● DATA TO PROCESS

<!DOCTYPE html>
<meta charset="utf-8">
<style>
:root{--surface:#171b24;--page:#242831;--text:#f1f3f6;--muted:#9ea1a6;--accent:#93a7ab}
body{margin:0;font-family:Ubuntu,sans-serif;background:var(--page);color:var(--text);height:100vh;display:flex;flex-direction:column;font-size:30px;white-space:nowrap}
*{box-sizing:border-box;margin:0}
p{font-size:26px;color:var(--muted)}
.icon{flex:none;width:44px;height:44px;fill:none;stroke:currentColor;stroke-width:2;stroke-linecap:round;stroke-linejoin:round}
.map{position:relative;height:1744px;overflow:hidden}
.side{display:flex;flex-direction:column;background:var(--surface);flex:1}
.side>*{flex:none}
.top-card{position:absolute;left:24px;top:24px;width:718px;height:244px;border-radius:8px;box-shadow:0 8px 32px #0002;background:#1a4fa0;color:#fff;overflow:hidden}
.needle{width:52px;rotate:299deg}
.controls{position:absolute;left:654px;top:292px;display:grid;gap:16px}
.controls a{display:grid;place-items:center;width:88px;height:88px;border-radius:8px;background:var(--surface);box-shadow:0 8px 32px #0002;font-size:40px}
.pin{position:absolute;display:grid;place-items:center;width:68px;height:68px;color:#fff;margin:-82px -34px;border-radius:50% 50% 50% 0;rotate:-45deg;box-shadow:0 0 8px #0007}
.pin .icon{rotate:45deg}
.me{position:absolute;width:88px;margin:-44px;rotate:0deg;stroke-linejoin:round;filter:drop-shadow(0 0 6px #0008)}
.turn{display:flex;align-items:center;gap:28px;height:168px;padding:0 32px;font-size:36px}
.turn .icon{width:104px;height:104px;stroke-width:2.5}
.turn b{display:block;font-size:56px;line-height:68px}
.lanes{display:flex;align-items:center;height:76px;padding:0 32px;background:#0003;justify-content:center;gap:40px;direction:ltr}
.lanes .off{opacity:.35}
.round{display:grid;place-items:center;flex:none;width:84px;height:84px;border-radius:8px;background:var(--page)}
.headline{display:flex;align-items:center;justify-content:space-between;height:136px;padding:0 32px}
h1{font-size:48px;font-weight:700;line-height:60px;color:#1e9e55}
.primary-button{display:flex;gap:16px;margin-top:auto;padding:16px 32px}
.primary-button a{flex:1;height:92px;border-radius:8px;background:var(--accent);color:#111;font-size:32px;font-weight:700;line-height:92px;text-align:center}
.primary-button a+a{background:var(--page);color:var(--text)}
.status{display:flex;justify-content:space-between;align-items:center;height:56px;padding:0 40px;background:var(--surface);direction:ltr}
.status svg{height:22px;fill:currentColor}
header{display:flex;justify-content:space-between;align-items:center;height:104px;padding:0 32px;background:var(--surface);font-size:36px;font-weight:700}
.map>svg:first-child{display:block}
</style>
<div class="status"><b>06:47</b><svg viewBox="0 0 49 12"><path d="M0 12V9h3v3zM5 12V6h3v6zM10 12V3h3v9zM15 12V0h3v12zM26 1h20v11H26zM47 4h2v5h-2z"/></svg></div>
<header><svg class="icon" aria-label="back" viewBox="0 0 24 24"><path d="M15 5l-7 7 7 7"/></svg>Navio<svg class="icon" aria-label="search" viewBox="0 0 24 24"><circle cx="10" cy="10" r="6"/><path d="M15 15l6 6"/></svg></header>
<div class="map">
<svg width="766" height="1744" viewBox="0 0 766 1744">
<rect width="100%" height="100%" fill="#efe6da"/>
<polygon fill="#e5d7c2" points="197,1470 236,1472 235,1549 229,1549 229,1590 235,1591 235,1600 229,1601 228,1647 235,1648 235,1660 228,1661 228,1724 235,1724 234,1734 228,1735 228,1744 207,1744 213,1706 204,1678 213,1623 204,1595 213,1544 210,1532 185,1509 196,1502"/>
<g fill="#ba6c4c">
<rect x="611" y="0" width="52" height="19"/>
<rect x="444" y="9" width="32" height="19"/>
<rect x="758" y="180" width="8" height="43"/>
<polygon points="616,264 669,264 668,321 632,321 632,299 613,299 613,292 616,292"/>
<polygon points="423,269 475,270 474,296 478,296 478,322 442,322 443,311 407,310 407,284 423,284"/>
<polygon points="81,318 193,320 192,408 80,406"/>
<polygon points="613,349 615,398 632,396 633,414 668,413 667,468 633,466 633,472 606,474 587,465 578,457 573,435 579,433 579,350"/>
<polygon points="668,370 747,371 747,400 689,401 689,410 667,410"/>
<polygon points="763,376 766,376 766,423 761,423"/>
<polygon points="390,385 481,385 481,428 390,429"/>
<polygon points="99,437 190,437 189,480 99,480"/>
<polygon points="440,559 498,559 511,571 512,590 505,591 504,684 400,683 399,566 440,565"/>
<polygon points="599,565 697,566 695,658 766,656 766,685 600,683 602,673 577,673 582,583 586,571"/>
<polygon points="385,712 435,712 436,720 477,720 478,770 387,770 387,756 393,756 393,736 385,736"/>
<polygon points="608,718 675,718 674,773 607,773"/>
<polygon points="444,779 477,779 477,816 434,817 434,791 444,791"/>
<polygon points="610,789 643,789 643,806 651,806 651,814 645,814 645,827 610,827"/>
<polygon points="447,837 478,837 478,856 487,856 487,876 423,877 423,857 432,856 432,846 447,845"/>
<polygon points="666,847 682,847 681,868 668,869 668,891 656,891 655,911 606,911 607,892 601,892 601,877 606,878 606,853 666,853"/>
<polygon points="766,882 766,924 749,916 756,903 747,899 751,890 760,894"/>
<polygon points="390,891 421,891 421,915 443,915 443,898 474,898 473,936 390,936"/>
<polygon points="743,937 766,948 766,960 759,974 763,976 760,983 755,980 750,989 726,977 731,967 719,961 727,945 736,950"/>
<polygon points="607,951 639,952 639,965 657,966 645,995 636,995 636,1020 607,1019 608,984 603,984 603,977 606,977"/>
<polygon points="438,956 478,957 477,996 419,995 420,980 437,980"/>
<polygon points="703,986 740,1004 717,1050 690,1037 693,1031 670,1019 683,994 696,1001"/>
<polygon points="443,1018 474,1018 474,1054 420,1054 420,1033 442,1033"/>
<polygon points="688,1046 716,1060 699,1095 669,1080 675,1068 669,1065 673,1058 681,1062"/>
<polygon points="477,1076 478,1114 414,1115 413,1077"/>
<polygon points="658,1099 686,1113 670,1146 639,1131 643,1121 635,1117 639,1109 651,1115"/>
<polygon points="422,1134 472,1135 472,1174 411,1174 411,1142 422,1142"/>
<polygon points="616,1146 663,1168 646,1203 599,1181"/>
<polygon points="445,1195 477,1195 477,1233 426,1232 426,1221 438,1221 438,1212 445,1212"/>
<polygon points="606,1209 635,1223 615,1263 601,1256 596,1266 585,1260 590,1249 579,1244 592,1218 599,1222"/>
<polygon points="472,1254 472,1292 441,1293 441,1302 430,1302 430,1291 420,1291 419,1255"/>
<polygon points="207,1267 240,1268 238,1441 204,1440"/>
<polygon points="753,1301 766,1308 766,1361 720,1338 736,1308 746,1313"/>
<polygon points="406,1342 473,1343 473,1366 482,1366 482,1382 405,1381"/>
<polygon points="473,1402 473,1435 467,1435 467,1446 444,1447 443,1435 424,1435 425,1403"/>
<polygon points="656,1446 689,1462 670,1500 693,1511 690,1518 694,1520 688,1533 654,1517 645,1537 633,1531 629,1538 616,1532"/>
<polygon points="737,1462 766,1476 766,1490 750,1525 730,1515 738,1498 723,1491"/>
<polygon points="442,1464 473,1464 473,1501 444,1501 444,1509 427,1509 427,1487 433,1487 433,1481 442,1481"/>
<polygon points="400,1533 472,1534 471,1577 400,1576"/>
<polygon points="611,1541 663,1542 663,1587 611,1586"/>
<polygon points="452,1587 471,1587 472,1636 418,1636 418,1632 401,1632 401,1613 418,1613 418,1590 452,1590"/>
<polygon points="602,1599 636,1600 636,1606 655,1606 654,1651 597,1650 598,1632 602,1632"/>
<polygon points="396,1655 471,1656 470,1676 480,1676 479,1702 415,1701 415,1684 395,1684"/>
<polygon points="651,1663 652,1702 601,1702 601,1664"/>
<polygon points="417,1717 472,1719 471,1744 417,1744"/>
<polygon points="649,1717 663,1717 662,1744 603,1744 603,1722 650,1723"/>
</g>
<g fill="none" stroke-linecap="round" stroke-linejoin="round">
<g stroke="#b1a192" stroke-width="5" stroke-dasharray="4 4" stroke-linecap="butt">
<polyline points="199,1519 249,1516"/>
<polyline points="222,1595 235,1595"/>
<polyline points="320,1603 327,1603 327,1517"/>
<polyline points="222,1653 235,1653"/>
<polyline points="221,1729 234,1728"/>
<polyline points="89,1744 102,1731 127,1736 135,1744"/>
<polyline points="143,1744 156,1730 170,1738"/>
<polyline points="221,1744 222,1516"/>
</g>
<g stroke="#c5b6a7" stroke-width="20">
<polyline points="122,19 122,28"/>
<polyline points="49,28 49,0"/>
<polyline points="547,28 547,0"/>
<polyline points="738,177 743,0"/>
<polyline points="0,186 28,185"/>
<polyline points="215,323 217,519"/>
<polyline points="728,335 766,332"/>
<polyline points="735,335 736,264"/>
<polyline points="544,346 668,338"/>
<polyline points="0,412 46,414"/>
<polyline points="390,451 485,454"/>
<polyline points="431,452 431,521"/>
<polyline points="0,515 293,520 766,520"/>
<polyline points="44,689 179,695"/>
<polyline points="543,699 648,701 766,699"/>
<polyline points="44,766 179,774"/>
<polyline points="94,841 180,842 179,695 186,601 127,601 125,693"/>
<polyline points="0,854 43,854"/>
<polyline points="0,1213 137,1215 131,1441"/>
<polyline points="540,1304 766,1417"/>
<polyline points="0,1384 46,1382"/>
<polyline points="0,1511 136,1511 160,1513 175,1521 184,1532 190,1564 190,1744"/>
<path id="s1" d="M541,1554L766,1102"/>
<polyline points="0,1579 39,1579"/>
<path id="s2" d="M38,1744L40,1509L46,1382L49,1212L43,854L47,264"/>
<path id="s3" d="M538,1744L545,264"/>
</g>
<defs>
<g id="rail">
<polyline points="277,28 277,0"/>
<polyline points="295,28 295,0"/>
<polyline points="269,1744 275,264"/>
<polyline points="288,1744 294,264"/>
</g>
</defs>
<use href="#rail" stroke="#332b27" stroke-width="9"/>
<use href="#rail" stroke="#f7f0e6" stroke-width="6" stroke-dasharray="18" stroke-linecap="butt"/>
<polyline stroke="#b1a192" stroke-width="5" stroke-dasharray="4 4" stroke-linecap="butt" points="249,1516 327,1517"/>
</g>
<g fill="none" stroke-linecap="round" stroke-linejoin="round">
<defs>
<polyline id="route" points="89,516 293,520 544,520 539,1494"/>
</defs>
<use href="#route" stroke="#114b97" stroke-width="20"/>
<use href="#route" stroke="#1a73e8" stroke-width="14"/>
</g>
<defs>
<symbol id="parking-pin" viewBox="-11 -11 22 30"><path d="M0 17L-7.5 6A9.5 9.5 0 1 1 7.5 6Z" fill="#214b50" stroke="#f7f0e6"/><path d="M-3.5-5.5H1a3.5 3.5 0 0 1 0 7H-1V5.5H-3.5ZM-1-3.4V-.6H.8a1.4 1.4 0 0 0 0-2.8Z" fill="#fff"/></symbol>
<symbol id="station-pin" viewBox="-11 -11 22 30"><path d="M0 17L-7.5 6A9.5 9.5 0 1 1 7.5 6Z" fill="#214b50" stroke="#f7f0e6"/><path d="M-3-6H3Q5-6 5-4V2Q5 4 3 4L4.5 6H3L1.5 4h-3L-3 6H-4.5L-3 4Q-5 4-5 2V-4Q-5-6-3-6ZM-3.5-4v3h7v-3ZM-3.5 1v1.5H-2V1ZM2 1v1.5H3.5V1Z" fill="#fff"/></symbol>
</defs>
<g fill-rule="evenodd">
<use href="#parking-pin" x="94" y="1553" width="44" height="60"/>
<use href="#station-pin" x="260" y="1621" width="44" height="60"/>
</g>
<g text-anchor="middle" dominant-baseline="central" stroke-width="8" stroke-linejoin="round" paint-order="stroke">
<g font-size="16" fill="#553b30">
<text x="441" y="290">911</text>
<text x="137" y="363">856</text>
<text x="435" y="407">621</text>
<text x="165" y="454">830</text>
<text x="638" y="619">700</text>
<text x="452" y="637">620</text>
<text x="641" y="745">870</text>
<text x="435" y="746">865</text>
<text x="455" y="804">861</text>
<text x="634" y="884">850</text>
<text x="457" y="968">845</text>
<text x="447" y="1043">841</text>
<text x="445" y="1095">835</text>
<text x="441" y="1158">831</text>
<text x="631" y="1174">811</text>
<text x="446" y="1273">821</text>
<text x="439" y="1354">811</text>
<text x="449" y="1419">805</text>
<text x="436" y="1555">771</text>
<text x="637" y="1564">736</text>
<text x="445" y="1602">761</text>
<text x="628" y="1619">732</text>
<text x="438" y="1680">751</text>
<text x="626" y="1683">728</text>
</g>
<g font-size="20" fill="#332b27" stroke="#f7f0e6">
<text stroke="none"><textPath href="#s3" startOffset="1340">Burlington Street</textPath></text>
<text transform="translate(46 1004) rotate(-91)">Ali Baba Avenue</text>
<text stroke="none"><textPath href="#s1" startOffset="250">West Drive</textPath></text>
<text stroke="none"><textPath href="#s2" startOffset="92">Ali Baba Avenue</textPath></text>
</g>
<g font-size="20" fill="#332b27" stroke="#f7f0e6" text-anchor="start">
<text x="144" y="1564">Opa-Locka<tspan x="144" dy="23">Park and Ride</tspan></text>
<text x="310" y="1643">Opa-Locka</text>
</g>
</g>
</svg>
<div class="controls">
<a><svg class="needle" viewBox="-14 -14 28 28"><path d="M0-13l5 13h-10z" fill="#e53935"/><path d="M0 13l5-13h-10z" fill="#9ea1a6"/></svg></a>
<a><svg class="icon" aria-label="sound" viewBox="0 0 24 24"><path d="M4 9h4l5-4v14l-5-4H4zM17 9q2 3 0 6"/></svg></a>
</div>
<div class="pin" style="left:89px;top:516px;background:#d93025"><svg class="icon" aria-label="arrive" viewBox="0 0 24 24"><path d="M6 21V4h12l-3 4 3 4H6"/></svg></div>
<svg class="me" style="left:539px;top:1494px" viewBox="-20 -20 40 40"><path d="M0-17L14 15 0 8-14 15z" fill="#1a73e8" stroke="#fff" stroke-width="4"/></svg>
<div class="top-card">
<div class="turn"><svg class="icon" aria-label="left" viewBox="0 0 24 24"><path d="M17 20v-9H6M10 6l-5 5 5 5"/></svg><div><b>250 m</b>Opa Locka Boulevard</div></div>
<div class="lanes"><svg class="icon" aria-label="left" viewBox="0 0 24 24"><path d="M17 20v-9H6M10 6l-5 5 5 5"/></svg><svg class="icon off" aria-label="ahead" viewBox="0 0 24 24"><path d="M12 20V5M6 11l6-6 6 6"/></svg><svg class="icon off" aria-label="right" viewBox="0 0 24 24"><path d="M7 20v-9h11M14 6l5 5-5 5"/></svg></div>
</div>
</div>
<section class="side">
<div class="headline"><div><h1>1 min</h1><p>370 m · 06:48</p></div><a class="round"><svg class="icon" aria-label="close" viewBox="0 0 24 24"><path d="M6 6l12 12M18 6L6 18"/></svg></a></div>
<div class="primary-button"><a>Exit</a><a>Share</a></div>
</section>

● AIM OF THE EXERCISE
Select all lines with the word "hidden" from the entries above.

● RESPONSE
.map{position:relative;height:1744px;overflow:hidden}
.top-card{position:absolute;left:24px;top:24px;width:718px;height:244px;border-radius:8px;box-shadow:0 8px 32px #0002;background:#1a4fa0;color:#fff;overflow:hidden}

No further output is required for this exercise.